-- Exercise input --

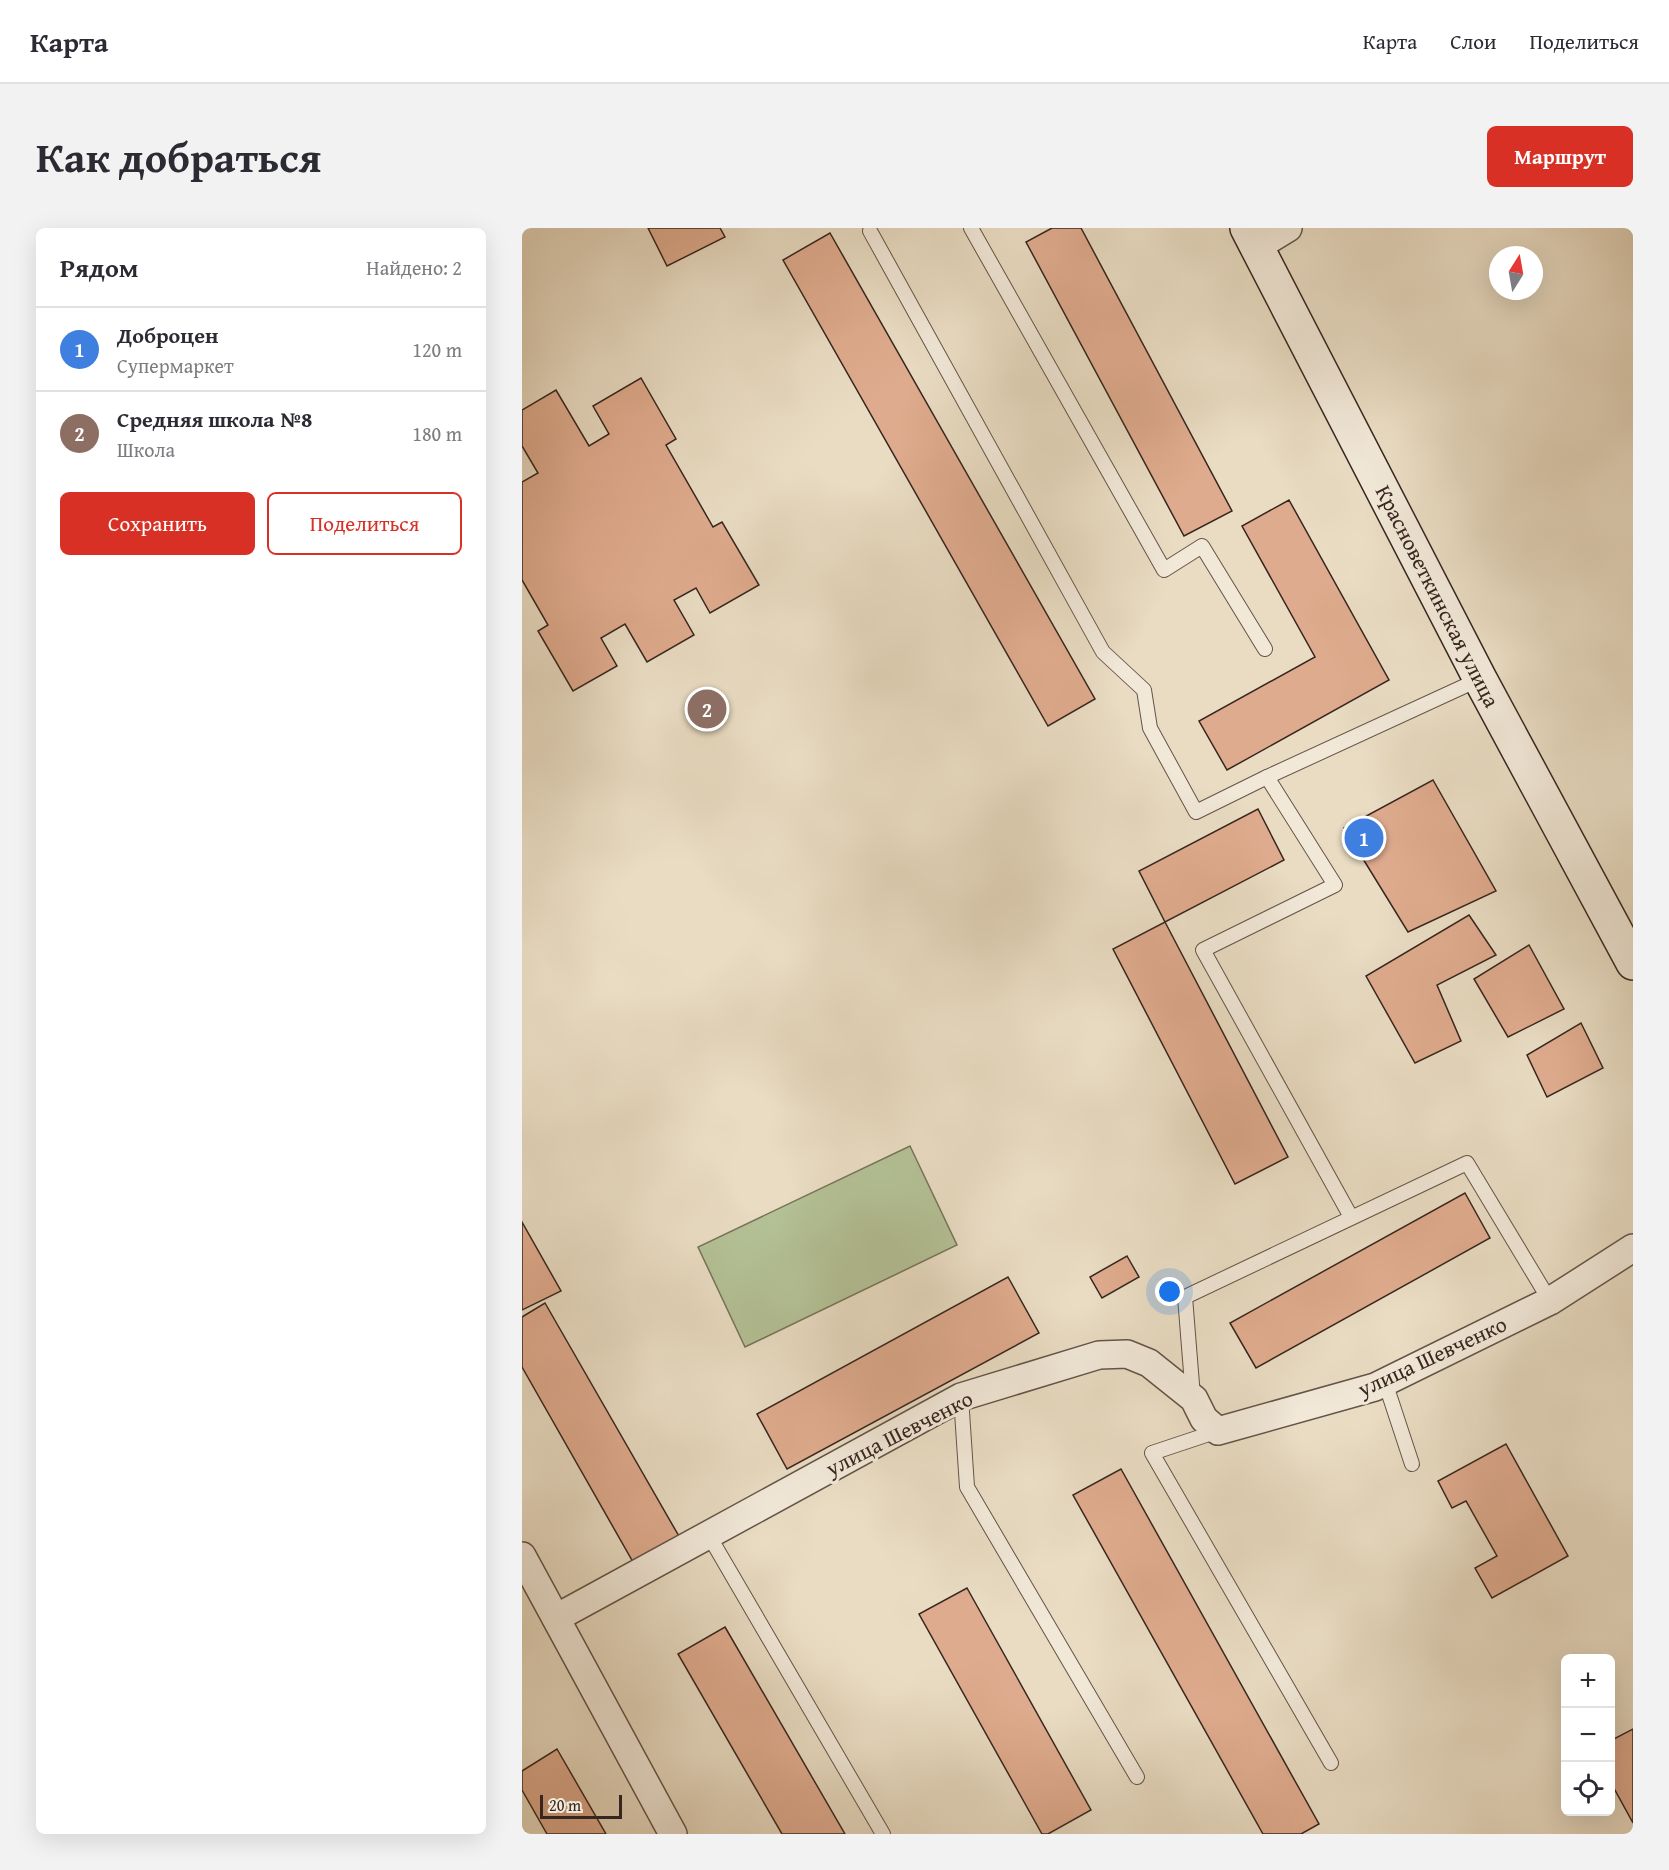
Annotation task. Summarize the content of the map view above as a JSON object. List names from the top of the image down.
{
  "streets": {
    "main road": ["Красноветкинская улица"],
    "street": ["улица Шевченко"]
  },
  "scale_bar": "20 m",
  "north": "top",
  "page": {
    "header": "Карта",
    "nav": ["Карта", "Слои", "Поделиться"],
    "title": "Как добраться",
    "buttons": [
      "Маршрут",
      ["Сохранить", "Поделиться"]
    ],
    "heading": ["Рядом", "Найдено: 2"],
    "list": [
      {
        "mark": "1",
        "name": "Доброцен",
        "note": "Супермаркет",
        "value": "120 m"
      },
      {
        "mark": "2",
        "name": "Средняя школа №8",
        "note": "Школа",
        "value": "180 m"
      }
    ],
    "pins": ["2", "1"],
    "map_buttons": ["+", "−"],
    "scale": "20 m"
  }
}
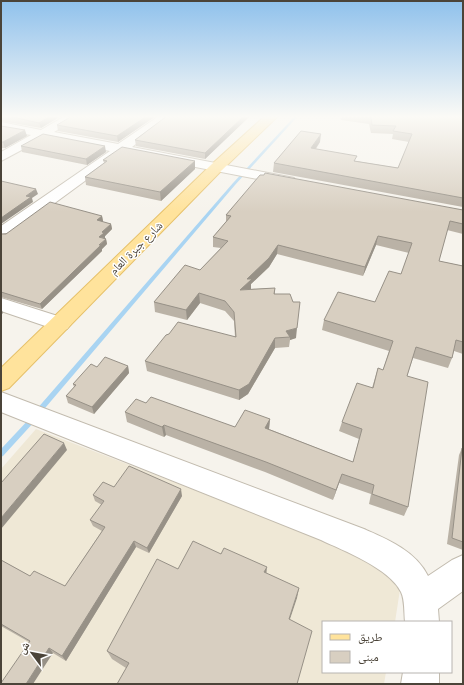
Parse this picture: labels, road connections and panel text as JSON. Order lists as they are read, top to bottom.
{
  "streets": {
    "main road": ["شارع جبرة العام"]
  },
  "legend": ["طريق", "مبنى"],
  "north": "top left"
}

-- Directions for this task --
Write the material above out again exactly. Omit every image.

-- Exercise solution --
Annotation task. Summarize the content of the map view above as a JSON object. List names from the top of the image down.
{
  "streets": {
    "main road": ["Красноветкинская улица"],
    "street": ["улица Шевченко"]
  },
  "scale_bar": "20 m",
  "north": "top",
  "page": {
    "header": "Карта",
    "nav": ["Карта", "Слои", "Поделиться"],
    "title": "Как добраться",
    "buttons": [
      "Маршрут",
      ["Сохранить", "Поделиться"]
    ],
    "heading": ["Рядом", "Найдено: 2"],
    "list": [
      {
        "mark": "1",
        "name": "Доброцен",
        "note": "Супермаркет",
        "value": "120 m"
      },
      {
        "mark": "2",
        "name": "Средняя школа №8",
        "note": "Школа",
        "value": "180 m"
      }
    ],
    "pins": ["2", "1"],
    "map_buttons": ["+", "−"],
    "scale": "20 m"
  }
}
Parse this picture: labels, road connections and panel text as JSON. Order lists as they are read, top to bottom.
{
  "streets": {
    "main road": ["شارع جبرة العام"]
  },
  "legend": ["طريق", "مبنى"],
  "north": "top left"
}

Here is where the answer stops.